It’s salad days for landlords with vacancy rates in the Sydney and Melbourne CBD office markets at their lowest in a decade.
At the same time, resource-based capitals of Brisbane, Perth and Adelaide – where BHP has pre-committed to Charter Hall’s GPO redevelopment – showed the greatest vacancy rate declines over the second half of the year.
Overall, Australian office vacancy fell by 0.7 per cent in the six months to January 2019 to 8.5 per cent, according the latest Property Council Australian Office Market Report.
With Melbourne at 3.2 per cent and Sydney dropping to 4.1 per cent, both markets are now at “incredibly low levels”, said PCA chief executive Ken Morrison.
“While their headline vacancy results are similar, the supply and demand dynamics of Sydney and Melbourne are really a tale of two cities.
“Both markets have strong economic fundamentals, but the Melbourne CBD has seen both strong supply of new office space and strong demand for that space. In the Sydney CBD the combination of a net withdrawal of office space and a tight market has left demand nowhere to grow into.”
On current forecasts Melbourne will account for half of the additional 1 million square metres of office space coming onto the Australia’s CBD markets over the next three years.
In Sydney, meanwhile, tenants are learning to hold their breath instead.
“We are finding that rather commit to new space in the current cycle, occupiers are reducing floor space ratios and squeezing more staff into existing space,” said Colliers International’s Simon Hunt.
Office vacancy rates are partly a proxy for the health of white-collar employment.
Driving the demand for office are the professional, scientific and finance and insurance services.
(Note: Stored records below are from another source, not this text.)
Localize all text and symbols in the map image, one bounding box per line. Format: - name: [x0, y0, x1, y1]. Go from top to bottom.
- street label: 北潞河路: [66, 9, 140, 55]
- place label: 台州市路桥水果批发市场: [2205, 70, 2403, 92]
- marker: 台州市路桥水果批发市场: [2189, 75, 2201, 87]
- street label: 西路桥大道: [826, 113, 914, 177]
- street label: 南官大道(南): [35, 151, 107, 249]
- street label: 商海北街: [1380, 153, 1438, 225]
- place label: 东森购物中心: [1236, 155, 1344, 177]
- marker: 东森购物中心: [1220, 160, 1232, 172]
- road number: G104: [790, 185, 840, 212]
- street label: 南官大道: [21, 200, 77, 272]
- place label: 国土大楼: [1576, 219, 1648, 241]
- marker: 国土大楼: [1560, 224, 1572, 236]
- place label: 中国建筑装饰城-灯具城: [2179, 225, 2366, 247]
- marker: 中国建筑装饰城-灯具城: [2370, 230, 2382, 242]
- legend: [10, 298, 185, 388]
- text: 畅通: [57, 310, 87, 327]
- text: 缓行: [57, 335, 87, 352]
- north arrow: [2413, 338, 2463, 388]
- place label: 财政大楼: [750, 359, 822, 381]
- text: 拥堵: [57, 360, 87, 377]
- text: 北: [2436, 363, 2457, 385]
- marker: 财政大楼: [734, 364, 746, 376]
There are a record number of jobs available in NSW, almost 90,000 at last count, noted Colliers researcher Anneke Thompson.
“With increased regulations in addition to banks considering split operations, we expect the finance industry will record a strong number of transactions over 2019,” Mr Hunt said.
And as the squeeze on space spreads nationally, even landlords in Perth are starting to harvest the gains.
Incentives in the Perth CBD declined by 100 basis points in the last quarter of 2018, with a further contraction forecast in 2019, according to CBRE researcher Felice Spark.
“Perth CBD will see the highest level of prime net effective rental growth of all major CBD markets,” she said.
“As Sydney and Melbourne growth rates begin to wind back, we are forecasting that incentives will begin to decline in Perth as the outlook improves in the resource sector.”